A winning weekend for Seattle teams

The Seahawks and Storm followed the Huskies into the winning side of the ledger, even if Ryan Moore and (no surprise) the Mariners slipped up on Sunday.

The Seahawks and Storm followed the Huskies into the winning side of the ledger, even if Ryan Moore and (no surprise) the Mariners slipped up on Sunday.

The picture-in-picture option offered on certain TV sets would have been woefully inadequate Sunday (Sept. 12) afternoon as, simultaneously, the Storm and Seahawks won home games while the Mariners and Ryan Moore lost their contests on the road. Those of us who wore down our channel-changers monitoring all of the above are still trying to figure out whether Moore lost the BMW Golf Championship by a field goal to Dustin Johnson or whether the Storm beat Atlanta by a safety to take a one-up lead in the WNBA finals.

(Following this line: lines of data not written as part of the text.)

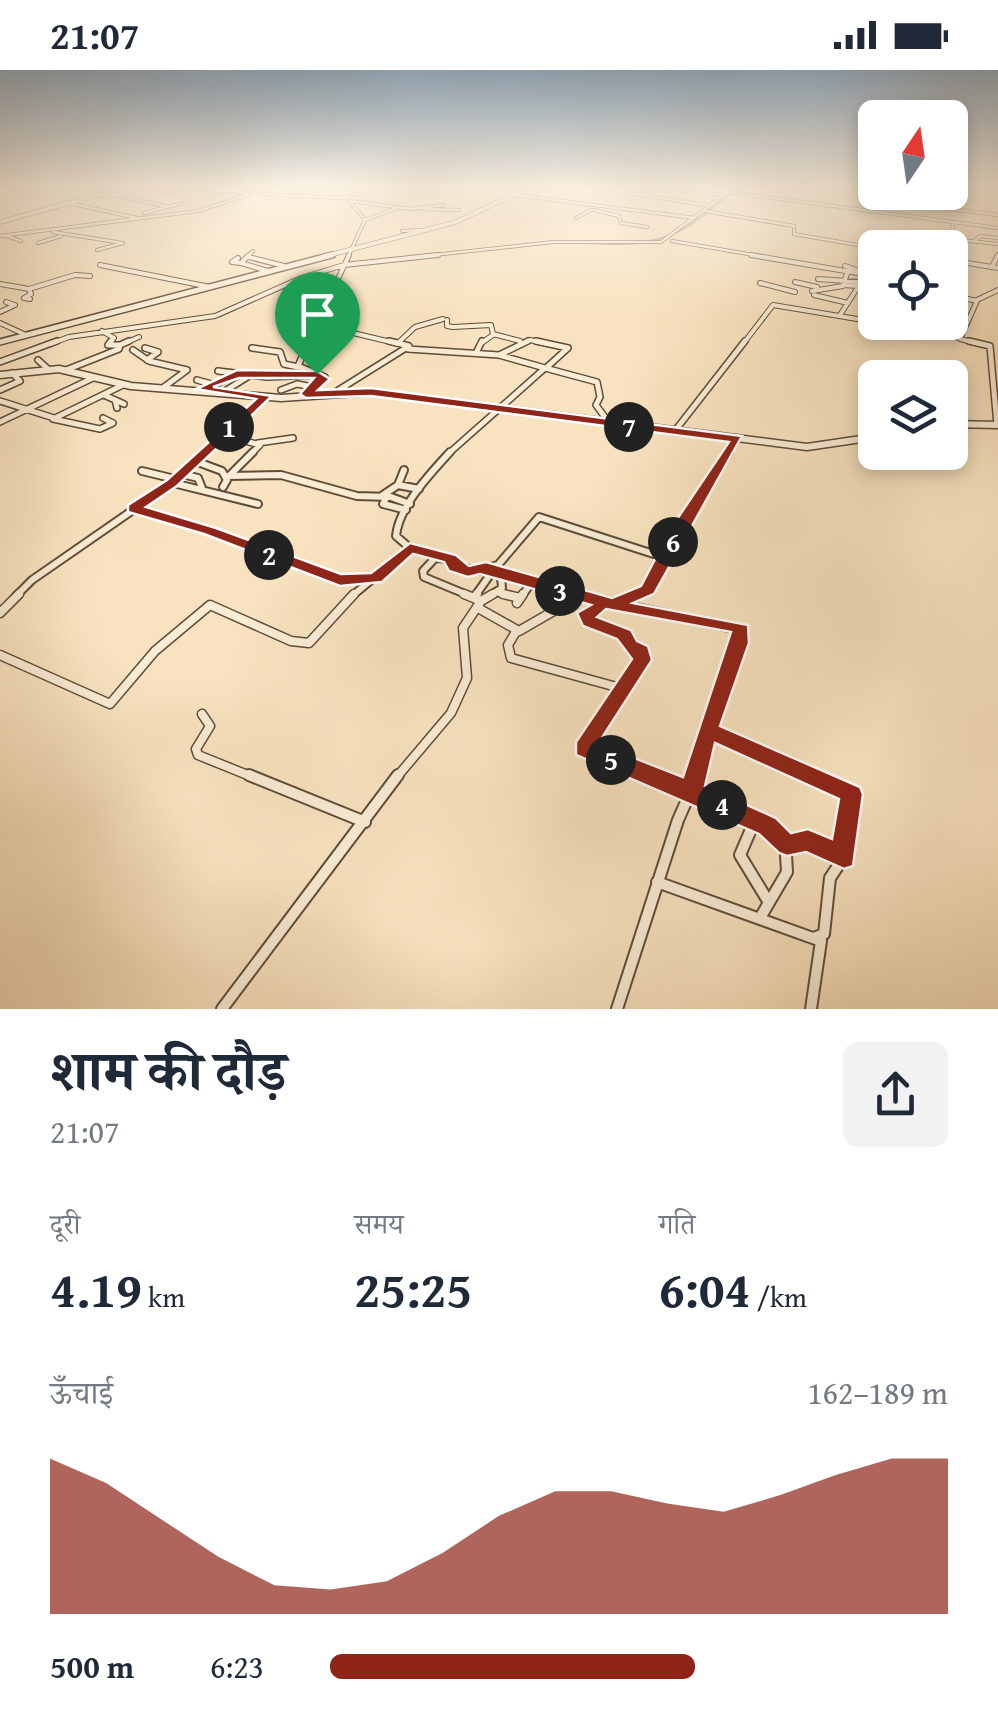 <!DOCTYPE html>
<html lang="hi">
<head>
<meta charset="utf-8">
<style>
	body { margin:0; font-family:"Gentium Book Plus","Noto Serif Devanagari",serif; background:#f2f2f3; color:#1f2937; height:100vh; display:flex; flex-direction:column; font-size:38px; white-space:nowrap }
	* { box-sizing:border-box; margin:0 }
	p { font-size:32px; color:#747a83 }
	.icon { flex:none; width:55px; height:55px; fill:none; stroke:currentColor; stroke-width:2; stroke-linecap:round; stroke-linejoin:round }
	.map { position:relative; height:939px; overflow:hidden }
	.side { display:flex; flex-direction:column; background:#fff; flex:1 }
	.side>* { flex:none }
	.needle { width:65px; rotate:13deg }
	.tools { position:absolute; left:858px; top:30px; display:grid; gap:20px }
	.tools a { display:grid; place-items:center; width:110px; height:110px; border-radius:15px; background:#fff; box-shadow:0 5px 15px #0003; font-size:50px }
	.pin { position:absolute; display:grid; place-items:center; width:85px; height:85px; color:#fff; margin:-102px -42px; border-radius:50% 50% 50% 0; rotate:-45deg; box-shadow:0 0 10px #0007 }
	.pin .icon { rotate:45deg }
	.km { position:absolute; width:50px; height:50px; margin:-25px; border-radius:50%; background:#222; color:#fff; font-size:28px; line-height:50px; text-align:center }
	.round { display:grid; place-items:center; flex:none; width:105px; height:105px; border-radius:15px; background:#f2f2f3 }
	.head { display:flex; align-items:center; justify-content:space-between; height:170px; padding:0 50px }
	h1 { font-size:55px; font-weight:700; line-height:75px }
	.stats { display:grid; grid-template-columns:repeat(3,1fr); gap:15px; height:170px; padding:10px 50px }
	.stats div { display:grid; align-content:center }
	.stats b { font-size:50px; font-weight:700 }
	.stats small { font-size:28px; font-weight:400 }
	.stats p { font-size:28px }
	.chart { height:280px; padding:20px 50px }
	.chart p { display:flex; justify-content:space-between }
	.chart svg { width:100%; height:180px; margin-top:10px; fill:#8f2418; opacity:.7 }
	ul { padding:0 50px; list-style:none; font-size:32px }
	li { display:grid; grid-template-columns:160px 120px 1fr; align-items:center; height:75px }
	li i { height:25px; border-radius:12px; background:#8f2418 }
	.status { display:flex; justify-content:space-between; align-items:center; height:70px; padding:0 50px; background:#fff; direction:ltr }
	.status svg { height:28px; fill:currentColor }
	.map>svg:first-child { display:block }
</style>
</head>
<body>
<div class="status"><b>21:07</b><svg viewBox="0 0 49 12"><path d="M0 12V9h3v3zM5 12V6h3v6zM10 12V3h3v9zM15 12V0h3v12zM26 1h20v11H26zM47 4h2v5h-2z"/></svg></div>
<div class="map">
<svg width="998" height="939" viewBox="0 0 998 939">
	<rect width="100%" height="100%" fill="#f8e2bf"/>
	<filter id="stains"><feTurbulence type="fractalNoise" baseFrequency=".002" numOctaves="4"/><feColorMatrix values="0 0 0 0 .2 0 0 0 0 .09 0 0 0 0 .02 0 0 0 .5 -.17"/></filter>
	<radialGradient id="worn" r=".72"><stop offset=".6" stop-color="#630" stop-opacity="0"/><stop offset="1" stop-color="#630" stop-opacity=".3"/></radialGradient>
	<g fill="none" stroke-linecap="round" stroke-linejoin="round">
		<path stroke="#b29e83" stroke-width="2.5" d="M590,173C667,177 679,166 737,118
			M142,258L220,246L284,217"/>
		<defs>
			<path id="minor-far5" d="M183,118L246,123
				M598,118L711,136
				M675,118L723,125
				M835,118L904,134
				M729,122L998,158
				M917,122L904,133L998,145
				M118,124L114,125L169,137
				M150,124L175,121
				M260,124L344,128L372,118
				M515,125L695,148
				M72,127L82,132
				M346,127L365,150L348,187
				M351,131L410,139L443,135
				M64,132L137,148
				M423,139L459,140
				M594,140L619,146L621,153L647,157
				M705,141L794,156V164L875,178
				M144,143L182,133
				M576,148L591,140
				M365,150L397,138
				M953,154L951,169L998,174
				M402,161L420,160
				M53,162L123,173L97,180
				M0,166L198,141L268,118
				M7,166L21,171
				M672,171L766,187
				M974,171L980,166L998,168
				M38,173L61,166
				M247,187L253,181
				M415,187L553,172H661L733,118"/>
			<path id="minor-far4" d="M249,185L241,193L268,201
				M751,185L875,206
				M249,187L284,196
				M238,188L232,192L241,193
				M950,190L998,198
				M100,195L210,217
				M845,196L865,203
				M992,197L998,185
				M848,201L843,215L875,217
				M818,209L861,212
				M795,212L817,217
				M760,213L795,222
				M0,214L29,219L31,224L24,228L30,229
				M29,219L75,205L90,206
				M812,221L843,216
				M814,225L848,233
				M950,225L977,231L960,269L980,274
				M977,230L998,220
				M0,242L15,235L6,232
				M840,245L858,217
				M447,250V256L453,257L491,255L493,264L520,271
				M879,252L961,268
				M0,253L26,265
				M102,261L114,268L109,274
				M313,261H345L399,274
				M398,273L415,257L443,249
				M50,274L69,267L215,246L301,208L344,195L438,185
				M123,274L139,267
				M308,274L349,185
				M480,274L493,265
				M522,274L530,270L548,274
				M743,274L773,235L875,252"/>
			<path id="minor-far3" d="M536,271L568,278L546,298
				M969,271L990,276L997,355
				M120,275L129,271
				M145,278L158,282L147,290
				M252,278L280,282L284,294L298,297
				M408,279L499,285L545,298L448,384
				M133,280L149,291L187,300L164,317
				M477,281L482,271
				M499,285L528,271
				M38,290L48,299
				M0,292L57,271
				M545,298L597,312L600,327L596,335L610,354
				M66,300L119,279L120,275H108L111,271
				M218,301L267,307L315,305
				M197,310L215,315L237,304
				M0,320L20,311L12,303
				M281,320L297,314L313,317
				M225,321L249,306
				M337,321L409,276L389,271
				M306,324L325,307L298,296L309,271
				M104,325L124,334
				M115,330L117,338
				M0,331L54,348
				M103,348L113,353L100,359L53,349L123,315
				M0,352L93,308
				M674,362L745,271
				M222,365L260,375L251,384
				M258,373L293,368
				M203,384L265,327
				M727,384L737,369"/>
			<path id="minor-far2" d="M195,391L222,401L227,410L223,417
				M142,401L175,409
				M182,404L198,408L202,418
				M228,406L281,405L357,426L391,427L410,434
				M227,408L253,382
				M173,413L258,434
				M398,415L404,400
				M383,425L398,415L419,419
				M386,428L383,434L406,440
				M134,439L210,461L339,510L369,509
				M410,478L437,486L423,501L424,507L470,526
				M437,488L451,489L455,497L492,502L475,526
				M486,498L498,495L539,447L666,488
				M492,502L582,526
				M496,522L513,526
				M16,526L32,510L172,413L206,382
				M352,526L410,478L396,466C399,436 430,404 450,382
				M489,526L502,518L501,507
				M522,526L531,513
				M556,526L558,521
				M630,526L650,517L681,455L729,382"/>
			<path id="minor-far1" d="M503,524L520,528
				M573,524L741,560L697,708
				M475,527L477,524
				M481,531L493,524
				M602,532L584,547L624,565L630,576L641,580L640,597L624,619
				M517,533L523,524
				M614,534L636,524
				M478,538L517,560L508,575L511,588L624,619L585,672V680L658,708
				M549,541L557,524
				M0,543L19,524
				M519,561L578,527
				M0,585L110,634L155,581L210,535L291,571L309,573L354,524
				M202,644L210,656L196,679L198,685L255,708
				M707,660L819,708
				M396,708L451,643L467,608L463,558L481,531L464,524"/>
			<path id="minor" d="M249,705L365,752
				M652,705L785,768L787,802L760,848
				M814,705L848,720L844,787
				M755,750L740,785L768,831
				M787,775L808,770L844,787L830,808L824,864L816,867
				M657,812L821,871L811,939
				M222,939L398,705
				M617,939L678,750L698,705"/>
			<path id="tertiary-far2" d="M322,187L456,152L527,118"/>
			<path id="tertiary-far1" d="M0,272L332,185"/>
			<path id="tertiary" d="M0,305L59,299L131,316L281,328L371,322L807,377L875,367
				M950,354L998,355"/>
			<path id="secondary" d="M0,152L123,118"/>
		</defs>
		<use href="#minor-far5" stroke="#5e4d3a" stroke-width="4"/>
		<use href="#minor-far4" stroke="#5e4d3a" stroke-width="6"/>
		<use href="#minor-far3" stroke="#5e4d3a" stroke-width="8"/>
		<use href="#minor-far2" stroke="#5e4d3a" stroke-width="10"/>
		<use href="#minor-far1" stroke="#5e4d3a" stroke-width="11"/>
		<use href="#minor" stroke="#5e4d3a" stroke-width="14"/>
		<use href="#tertiary-far2" stroke="#5e4d3a" stroke-width="5"/>
		<use href="#tertiary-far1" stroke="#5e4d3a" stroke-width="8"/>
		<use href="#tertiary" stroke="#5e4d3a" stroke-width="9"/>
		<use href="#secondary" stroke="#2a1b0e" stroke-width="5"/>
		<use href="#minor-far5" stroke="#faecd5" stroke-width="2.5"/>
		<use href="#minor-far4" stroke="#faecd5" stroke-width="4"/>
		<use href="#minor-far3" stroke="#faecd5" stroke-width="5"/>
		<use href="#minor-far2" stroke="#faecd5" stroke-width="6"/>
		<use href="#minor-far1" stroke="#faecd5" stroke-width="8"/>
		<use href="#minor" stroke="#faecd5" stroke-width="10"/>
		<use href="#tertiary-far2" stroke="#faecd5" stroke-width="4"/>
		<use href="#tertiary-far1" stroke="#faecd5" stroke-width="5"/>
		<use href="#tertiary" stroke="#faecd5" stroke-width="6"/>
		<use href="#secondary" stroke="#faecd5" stroke-width="4"/>
	</g>
	<linearGradient id="sky" x2="0" y2="1"><stop stop-color="#92abc0"/><stop offset="0.47" stop-color="#fcf2e2"/><stop offset="1" stop-color="#fcf2e2" stop-opacity="0"/></linearGradient>
	<rect width="998" height="250" fill="url(#sky)"/>
	<path fill="#8f2418" stroke="#fff" stroke-width="2.5" fill-rule="evenodd" d="M237,300L317,301L330,309L318,320L371,318L742,366L654,524L633,533L748,555L749,573L720,656L860,717L863,724L853,796L844,799L806,782L787,786L779,783L759,764L576,685V672L632,589L617,569L583,556L577,543L591,535L480,504L468,507L449,501L444,492L413,484L382,512L340,516L204,464L128,442V435L167,410L256,329L196,319ZM239,308H314L300,324L306,328L371,326L729,372L673,455L641,516L612,528L486,492L469,496L456,485L410,473L371,503L341,504L216,458L146,437L177,416L272,326L213,317ZM606,539L731,562L683,707L598,674L652,590L648,576L637,571L631,560L597,547ZM715,673L839,729L832,769L808,759L791,763L776,748L705,716Z"/>
	<rect width="100%" height="100%" filter="url(#stains)"/>
	<rect width="100%" height="100%" fill="url(#worn)"/>
</svg>
<div class="tools">
<a><svg class="needle" viewBox="-14 -14 28 28"><path d="M0-13l5 13h-10z" fill="#e53935"/><path d="M0 13l5-13h-10z" fill="#747a83"/></svg></a>
<a><svg class="icon" aria-label="locate" viewBox="0 0 24 24"><circle cx="12" cy="12" r="6"/><path d="M12 2v4M12 18v4M2 12h4M18 12h4"/></svg></a>
<a><svg class="icon" aria-label="layers" viewBox="0 0 24 24"><path d="M12 4l9 5-9 5-9-5zM3 14l9 5 9-5"/></svg></a>
</div>
<div class="pin" style="left:317px;top:304px;background:#1e9e55"><svg class="icon" aria-label="arrive" viewBox="0 0 24 24"><path d="M6 21V4h12l-3 4 3 4H6"/></svg></div>
<b class="km" style="left:229px;top:357px">1</b>
<b class="km" style="left:269px;top:485px">2</b>
<b class="km" style="left:560px;top:521px">3</b>
<b class="km" style="left:722px;top:735px">4</b>
<b class="km" style="left:611px;top:690px">5</b>
<b class="km" style="left:673px;top:472px">6</b>
<b class="km" style="left:629px;top:357px">7</b>
</div>
<section class="side">
<div class="head"><div><h1>शाम की दौड़</h1><p>21:07</p></div><a class="round"><svg class="icon" aria-label="share" viewBox="0 0 24 24"><path d="M12 15V3M7 8l5-5 5 5M5 13v7h14v-7"/></svg></a></div>
<div class="stats">
<div><p>दूरी</p><b>4.19<small> km</small></b></div>
<div><p>समय</p><b>25:25</b></div>
<div><p>गति</p><b>6:04<small> /km</small></b></div>
</div>
<div class="chart"><p><span>ऊँचाई</span>162–189 m</p>
<svg viewBox="0 0 160 44" preserveAspectRatio="none"><path d="M0 44V6L10 12L20 21L30 30L40 37L50 38L60 36L70 29L80 20L90 14L100 14L110 17L120 19L130 15L140 10L150 6L160 6V44z"/></svg>
</div>
<ul>
<li><b>500 m</b>6:23<i style="width:59%"></i></li>
</ul>
</section>
</body>
</html>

What we know for sure, as the moribund M’s have proven all season, is that you can’t win if you don’t score. The club succumbed 3-0 to the Angels. The TV audience was thought to number about 27 viewers, most of them related to the players.

The region’s other major teams proved the advantage of scoring late. Sue Bird sank an open shot with seconds remaining as the Storm won 79-77.

As for football, the Huskies and Hawks each spotted their opponents to early leads before waking up and exploding for blowout scores. Syracuse led the UW Dawgs 10-0 five minutes into one of the most tedious first halves (penalties, reviewed plays, etc.) many of us among the 62,000 the Husky Stadium could remember.

Then the locals put the passing game in motion and quarterback Jake Locker wound up with one of his most impressive stat games: 22 for 33 for 289 yards, four touchdowns and no interceptions, leading the team to a 41-20 victory. The 1-1 club’s other two all-America-caliber offensive stars also were impressive. Jermaine Kearse had nine grabs and Chris Polk ran 20 times for 117 yards.

Kearse, Polk and Locker are known entities.

The Seahawks, by contrast, came into the game with a league-high 27 (out of 53) new roster members. During much of the first half, a lot of Hawk starters looked as though they hadn’t been properly introduced to one another. Opponent San Francisco dominated in first-half possession of the ball but, seizing opportunities, Seattle players put up a pair of touchdowns late in the second quarter and led 14-6 at half.

That’s all the closer the 49ers would get, losing 31-6 and looking absolutely nothing like the class of the division.

But suddenly the Hawks do. New coach Pete Carroll, the ultra-successful former USC mentor, has instilled college-style sideline spirit that extends to the players on the field. Ironically, even with more than half of a new roster, the Hawks played most of the second half much more cohesively than they have since the Super Bowl season. Credit goes to plenty of Seattle veterans, too, including mended middle-linebacker Lofa Tatupu, Marcus (The Truth) Trufant (he had a 32-yard interception touchdown), and Matt Hasselbeck, obviously not having to battle for the quarterback job.

If the Seahawks can keep it up through a challenging schedule, they can have the NFC West championship, especially now that the ‘Niners and Cardinals (they struggled to beat St. Louis 17-13 Sunday) may be weaker than many predicted.

In any case, fans ought to be happy that they were 3-0 in major weekend home games, although, as observed here a few days ago, this really is more of a six-day weekend, with the Storm playing again Tuesday and the Red Sox coming Monday for three games.

And despite Puyallup’s Ryan Moore losing his third-day lead and finishing three strokes behind, a lot of local golf fans aren’t very worried about his future. I myself predict that next season he’ll win one of the major PGA tournaments, maybe by as much as a touchdown.